**Data section**

[Start of section]

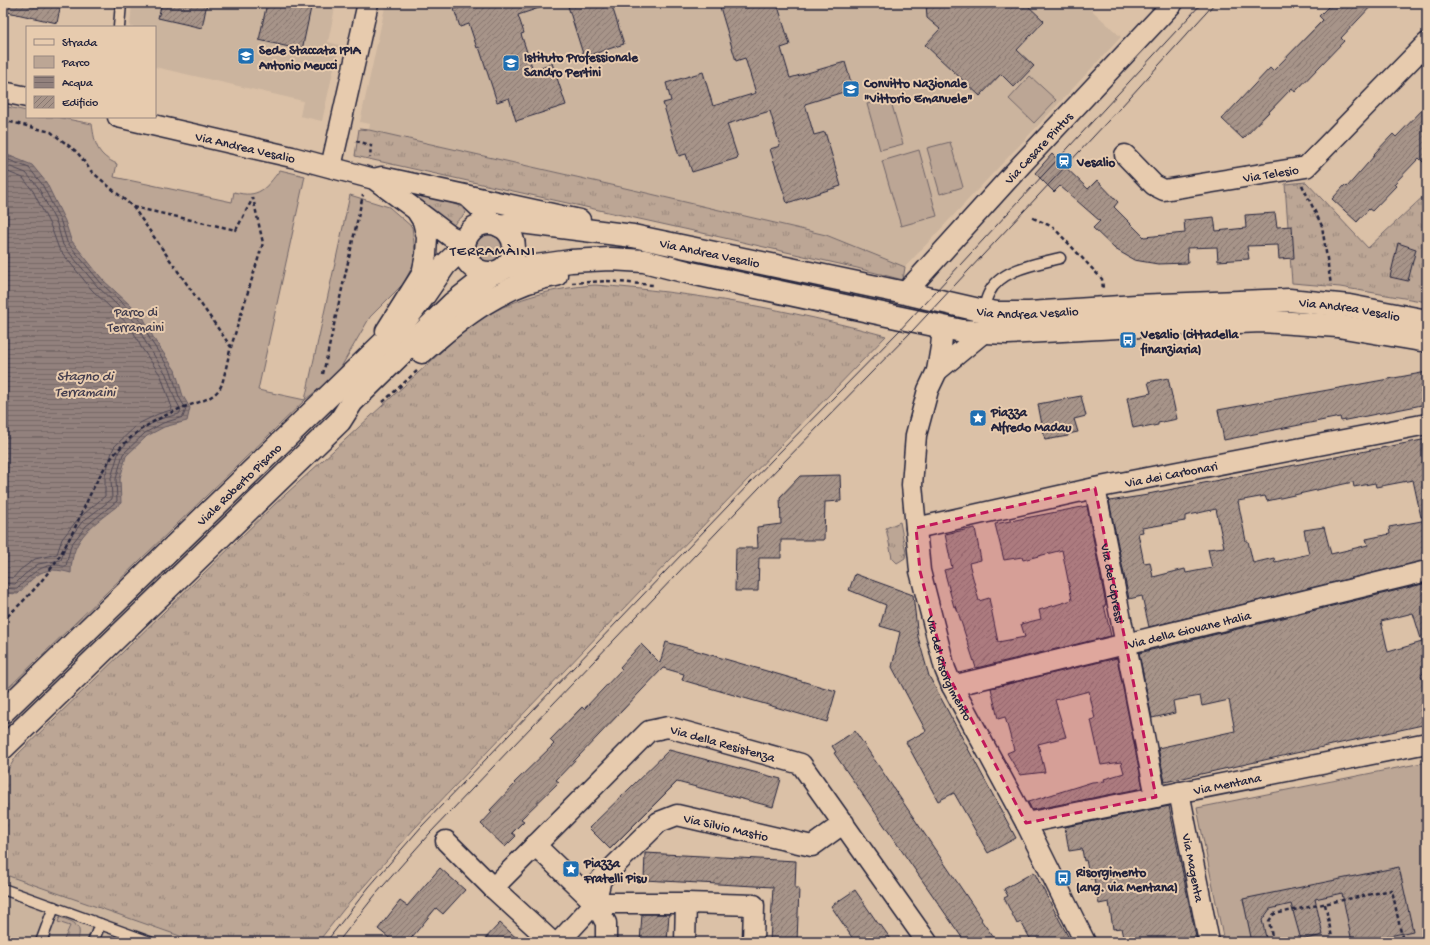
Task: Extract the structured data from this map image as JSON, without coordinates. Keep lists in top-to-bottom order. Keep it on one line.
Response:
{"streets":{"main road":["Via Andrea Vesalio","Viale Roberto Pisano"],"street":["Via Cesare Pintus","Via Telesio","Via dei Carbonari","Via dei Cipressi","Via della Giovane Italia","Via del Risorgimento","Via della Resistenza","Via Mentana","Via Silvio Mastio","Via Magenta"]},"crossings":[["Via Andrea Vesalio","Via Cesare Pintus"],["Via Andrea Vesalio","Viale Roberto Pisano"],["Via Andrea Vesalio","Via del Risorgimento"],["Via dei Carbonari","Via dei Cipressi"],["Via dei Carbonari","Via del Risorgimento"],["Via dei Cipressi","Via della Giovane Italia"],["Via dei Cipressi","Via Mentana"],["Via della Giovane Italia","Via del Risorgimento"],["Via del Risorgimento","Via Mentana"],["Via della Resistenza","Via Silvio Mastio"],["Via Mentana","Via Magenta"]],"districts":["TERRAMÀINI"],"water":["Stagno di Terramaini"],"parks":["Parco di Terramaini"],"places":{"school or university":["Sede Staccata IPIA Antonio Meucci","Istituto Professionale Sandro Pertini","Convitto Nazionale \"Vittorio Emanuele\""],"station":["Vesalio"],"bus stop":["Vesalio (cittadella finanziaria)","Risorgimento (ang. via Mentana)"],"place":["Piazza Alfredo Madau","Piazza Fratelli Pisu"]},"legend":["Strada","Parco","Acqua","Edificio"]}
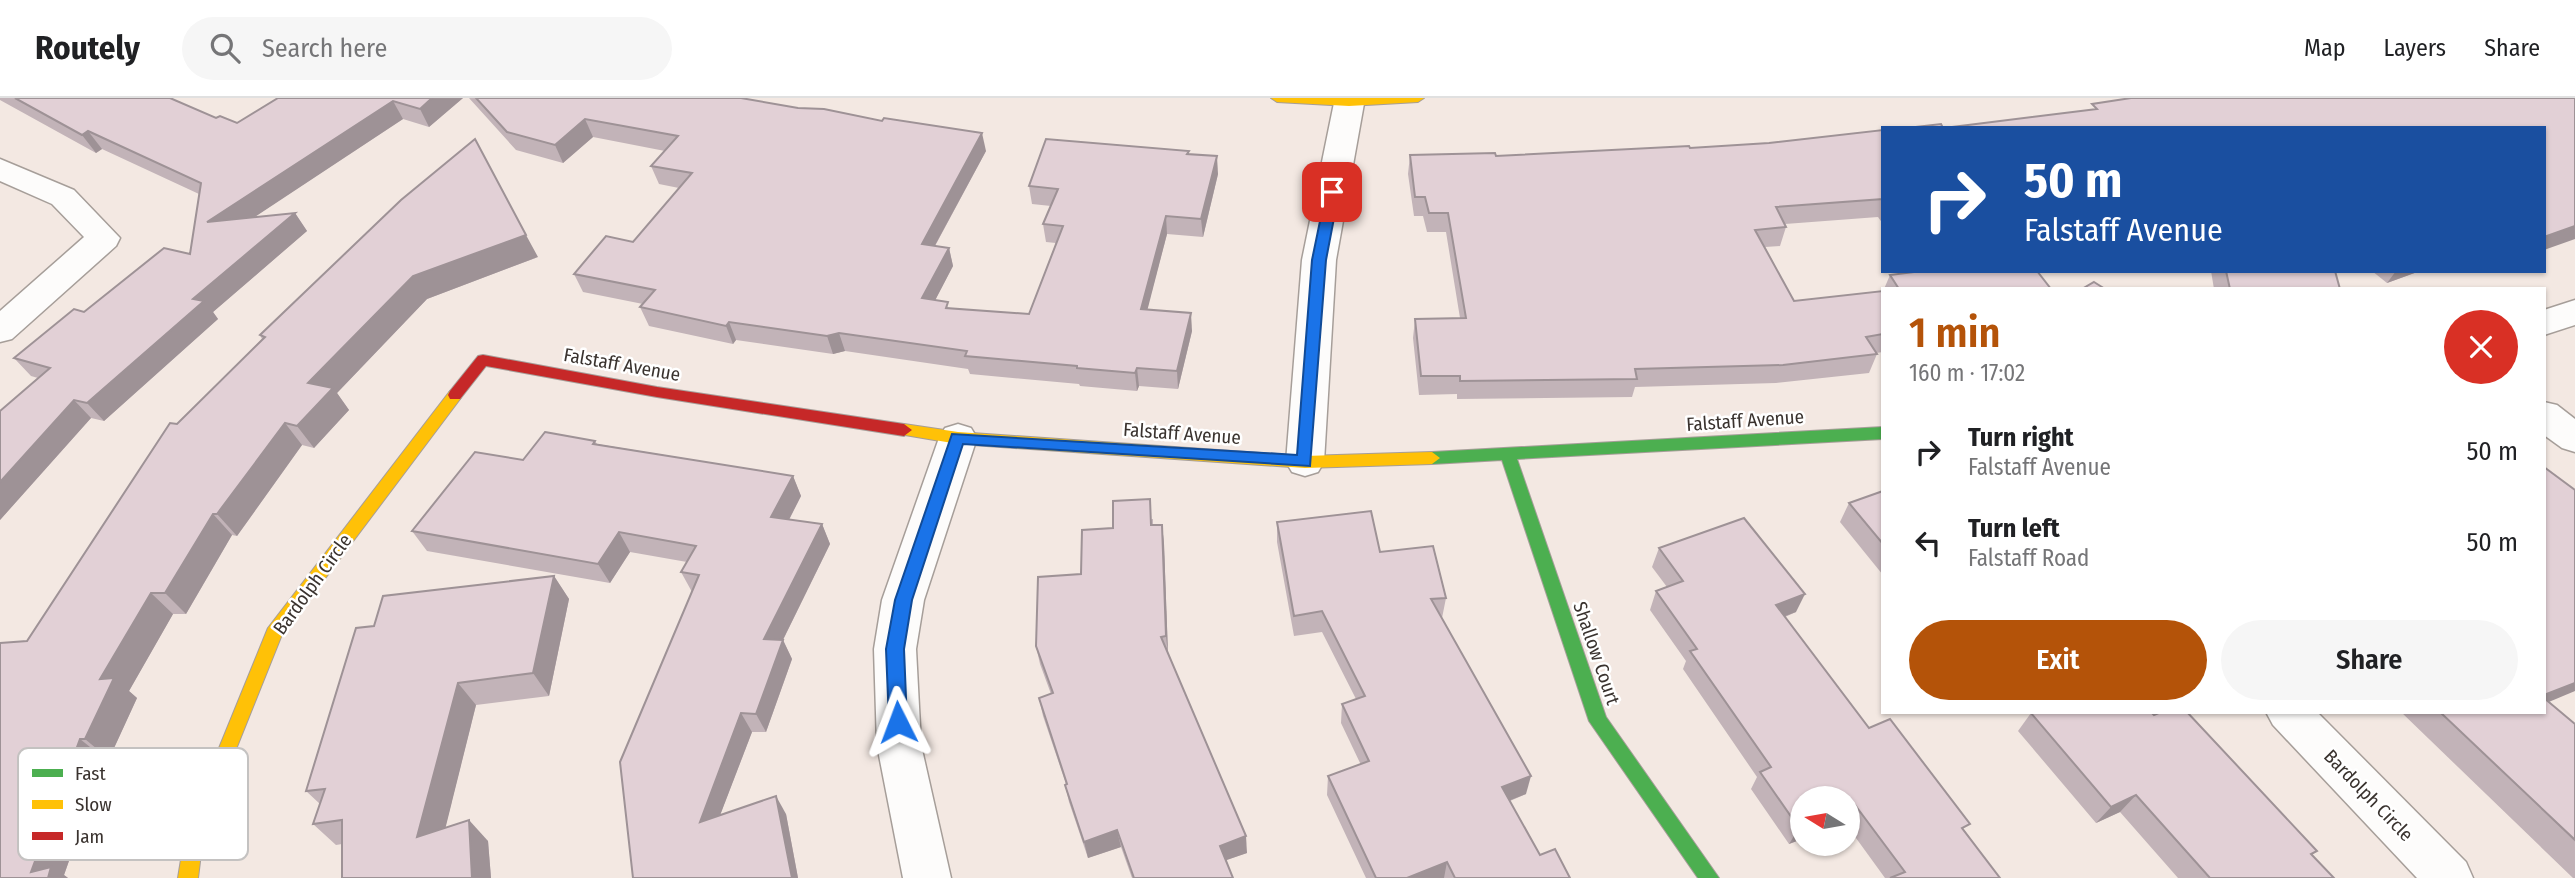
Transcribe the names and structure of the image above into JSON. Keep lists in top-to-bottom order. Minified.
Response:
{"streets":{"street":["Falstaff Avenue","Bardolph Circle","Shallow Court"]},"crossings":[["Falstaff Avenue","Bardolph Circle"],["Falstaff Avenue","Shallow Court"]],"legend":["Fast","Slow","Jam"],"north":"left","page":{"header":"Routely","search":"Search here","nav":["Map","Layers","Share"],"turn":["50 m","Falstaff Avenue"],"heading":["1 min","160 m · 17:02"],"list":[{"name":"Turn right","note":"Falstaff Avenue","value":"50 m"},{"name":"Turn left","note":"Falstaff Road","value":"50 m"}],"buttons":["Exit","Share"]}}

[End of section]
[Start of section]

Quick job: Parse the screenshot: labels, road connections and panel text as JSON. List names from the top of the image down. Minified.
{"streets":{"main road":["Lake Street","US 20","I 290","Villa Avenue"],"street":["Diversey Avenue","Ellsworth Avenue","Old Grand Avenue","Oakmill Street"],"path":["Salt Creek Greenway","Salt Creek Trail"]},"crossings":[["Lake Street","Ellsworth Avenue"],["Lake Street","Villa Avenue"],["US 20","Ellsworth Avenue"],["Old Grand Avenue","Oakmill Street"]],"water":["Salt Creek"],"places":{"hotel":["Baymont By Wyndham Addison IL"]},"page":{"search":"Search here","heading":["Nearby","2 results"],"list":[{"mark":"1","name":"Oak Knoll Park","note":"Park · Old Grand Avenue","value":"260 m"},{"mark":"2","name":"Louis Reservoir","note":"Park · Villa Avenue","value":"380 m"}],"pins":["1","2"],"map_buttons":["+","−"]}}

[End of section]
[Start of section]

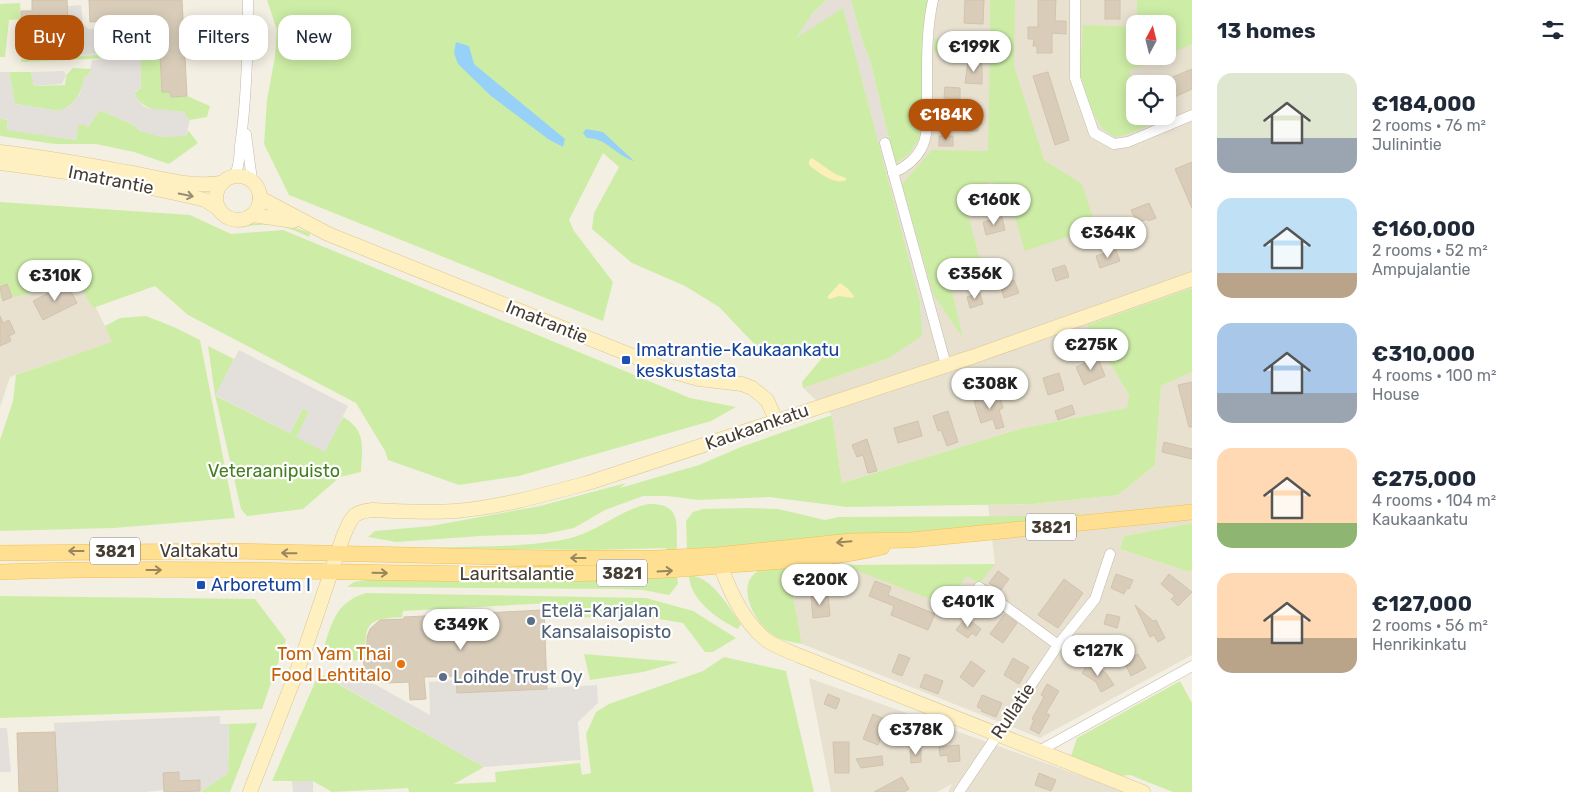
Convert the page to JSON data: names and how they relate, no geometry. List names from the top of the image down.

[End of section]

**Task objective**
Using the material above, return every line that holds the string "Keep".

**Result of the task**
Task: Extract the structured data from this map image as JSON, without coordinates. Keep lists in top-to-bottom order. Keep it on one line.
Transcribe the names and structure of the image above into JSON. Keep lists in top-to-bottom order. Minified.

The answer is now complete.